Há um outro aspecto também a ser contemplado nessa união de coisas: ao justapor o guidão de uma bicicleta sobre o seu assento na obra Bull’s Head (1943), Picasso obtém a representação de um búfalo ou algo dessa sorte. O mesmo poderia ser dito, por exemplo, sobre uma colagem do norte-americano Richard Hamilton. Na obra de Farnese, todavia, essa união nos leva a algo intangível, em que há narrativa, mas não há ação e onde há representação, mas não há teatralidade. Em alguns casos, ela demonstra interesse em transformar a representação em abstração sem os recursos abstratos: como Georg Bazelitz, a partir de um certo momento, Farnese começa a inserir em suas obras fragmentos, fotografias e afins de ponta-cabeça.
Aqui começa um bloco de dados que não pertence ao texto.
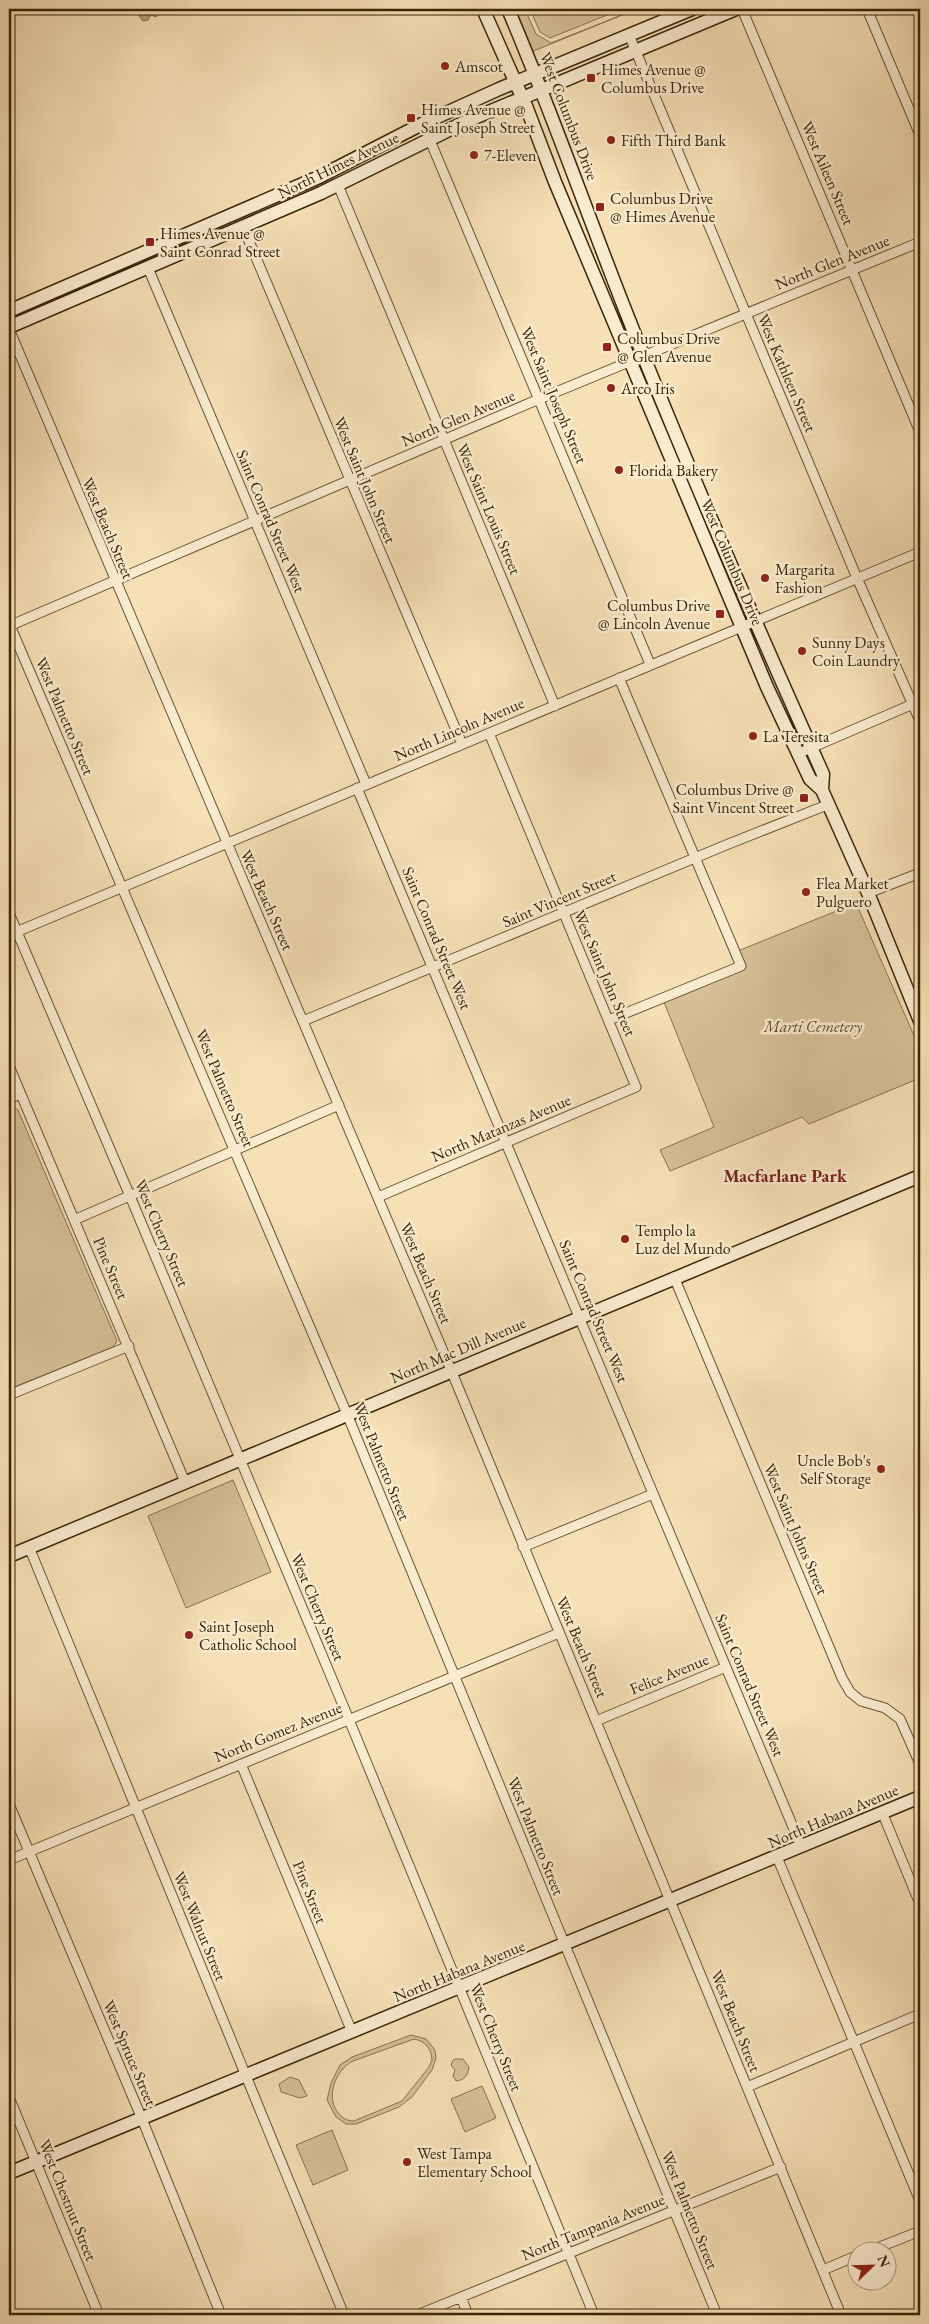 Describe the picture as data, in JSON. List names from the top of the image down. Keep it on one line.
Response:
{"streets":{"street":["West Columbus Drive","North Himes Avenue","West Aileen Street","North Glen Avenue","West Kathleen Street","West Saint Joseph Street","West Saint John Street","West Saint Louis Street","Saint Conrad Street West","West Beach Street","West Palmetto Street","North Lincoln Avenue","Saint Vincent Street","North Matanzas Avenue","West Cherry Street","Pine Street","North Mac Dill Avenue","West Saint Johns Street","Felice Avenue","North Gomez Avenue","North Habana Avenue","West Walnut Street","West Spruce Street","West Chestnut Street","North Tampania Avenue"]},"crossings":[["West Columbus Drive","North Himes Avenue"],["West Columbus Drive","North Glen Avenue"],["West Columbus Drive","North Lincoln Avenue"],["West Columbus Drive","Saint Vincent Street"],["North Himes Avenue","West Kathleen Street"],["North Himes Avenue","West Saint Joseph Street"],["North Himes Avenue","West Saint John Street"],["North Himes Avenue","West Saint Louis Street"],["North Himes Avenue","Saint Conrad Street West"],["North Himes Avenue","West Beach Street"],["West Aileen Street","North Glen Avenue"],["North Glen Avenue","West Kathleen Street"],["North Glen Avenue","West Saint Joseph Street"],["North Glen Avenue","West Saint John Street"],["North Glen Avenue","West Saint Louis Street"],["North Glen Avenue","Saint Conrad Street West"],["North Glen Avenue","West Beach Street"],["North Glen Avenue","West Palmetto Street"],["West Kathleen Street","North Lincoln Avenue"],["West Saint Joseph Street","North Lincoln Avenue"],["West Saint John Street","North Lincoln Avenue"],["West Saint John Street","Saint Vincent Street"],["West Saint John Street","North Matanzas Avenue"],["West Saint Louis Street","North Lincoln Avenue"],["Saint Conrad Street West","North Lincoln Avenue"],["Saint Conrad Street West","Saint Vincent Street"],["Saint Conrad Street West","North Matanzas Avenue"],["Saint Conrad Street West","North Mac Dill Avenue"],["Saint Conrad Street West","Felice Avenue"],["Saint Conrad Street West","North Habana Avenue"],["West Beach Street","North Lincoln Avenue"],["West Beach Street","Saint Vincent Street"],["West Beach Street","North Matanzas Avenue"],["West Beach Street","North Mac Dill Avenue"],["West Beach Street","Felice Avenue"],["West Beach Street","North Gomez Avenue"],["West Beach Street","North Habana Avenue"],["West Beach Street","North Tampania Avenue"],["West Palmetto Street","North Lincoln Avenue"],["West Palmetto Street","North Mac Dill Avenue"],["West Palmetto Street","North Gomez Avenue"],["West Palmetto Street","North Habana Avenue"],["West Palmetto Street","North Tampania Avenue"],["North Lincoln Avenue","West Cherry Street"],["West Cherry Street","North Mac Dill Avenue"],["West Cherry Street","North Gomez Avenue"],["West Cherry Street","North Habana Avenue"],["West Cherry Street","North Tampania Avenue"],["Pine Street","North Mac Dill Avenue"],["Pine Street","North Gomez Avenue"],["Pine Street","North Habana Avenue"],["North Mac Dill Avenue","West Saint Johns Street"],["North Mac Dill Avenue","West Walnut Street"],["North Gomez Avenue","West Walnut Street"],["North Gomez Avenue","West Spruce Street"],["North Habana Avenue","West Walnut Street"],["North Habana Avenue","West Spruce Street"],["North Habana Avenue","West Chestnut Street"]],"districts":["Macfarlane Park"],"parks":["Marti Cemetery"],"places":{"other":["Amscot","Fifth Third Bank","7-Eleven","Arco Iris","Florida Bakery","Margarita Fashion","Sunny Days Coin Laundry","La Teresita","Flea Market Pulguero","Templo la Luz del Mundo","Uncle Bob's Self Storage","Saint Joseph Catholic School","West Tampa Elementary School"],"transit":["Himes Avenue @ Columbus Drive","Himes Avenue @ Saint Joseph Street","Columbus Drive @ Himes Avenue","Himes Avenue @ Saint Conrad Street","Columbus Drive @ Glen Avenue","Columbus Drive @ Lincoln Avenue","Columbus Drive @ Saint Vincent Street"]},"north":"top right"}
Em alguns objetos, essa inversão causa tremendo desconforto ou representa certo caos, como em São Sebastião (s/d, coleção particular). Em outras, ela alcança um aspecto absolutamente formalista e proto-abstrato, como Sem título (leiteiras, s/d) e Sem título (caixas e molduras caindo, 1985).
Partindo das box forms, é plausível e coerente que Farnese tenha ido em busca de outras formas de caixas, contêineres e “recipientes” como os oratórios, caixas de souvenires, caixas de madeira, caixas de relógio, canoas, gamelas, coxos etc. Ora essas caixas parecem suportes, ora elas se amalgamam ao seu conteúdo de tal forma a perderem sua própria condição de recipiente. Isso é mais evidente, sobretudo, mas nem sempre, quando o conteúdo ultrapassa os limites físicos impostos pelo que contém, como nas obras Natureza morta (1989), Sem título (1985), Francisco II (1981), Natureza morta (1982-85-92) e Autorretrato (to be or not to be) (1981). Nessa última, como exemplo, a foto pálida, quase patética do artista é emoldurada em círculo. Flores, uma caveira e o fragmento da cabeça de um anjo simbolizam a morte. O fragmento do entalhe que cobre a parte inferior da gamela desfigura-a transformando-a em uma urna.
Os oratórios e armários cujas portas foram preservadas ou caixas e potes ainda com suas tampas aproximam-se mais à vida íntima do artista. São narrativas pessoais, repletas de metáforas de cunho sexual ou da sexualidade da fé cristã. Por isso, talvez, a razão em fechá-las e abri-las. Talvez fechá-las seja um convite e desafio a abri-las, como vemos nas obras Carga genética (1985), O oratório do exibicionista (1975), O ser e três namoradas de infância (1986), Sebastião (1978-81); Ovos (1980) e Anunciação (1972-81). Na obra O oratório do exibicionista, por exemplo, há certo trocadilho visual. Os dois seios (ex-votos) aplicados simetricamente sobre a fotografia resinada de uma mulher nua tornam-se olhos especulativos, que confrontam, flagram face a face o espectador que ousou abrir as portas do oratório. Há humor nessa obra, há certo desafio em seu título – aspectos recorrentes na obra do artista.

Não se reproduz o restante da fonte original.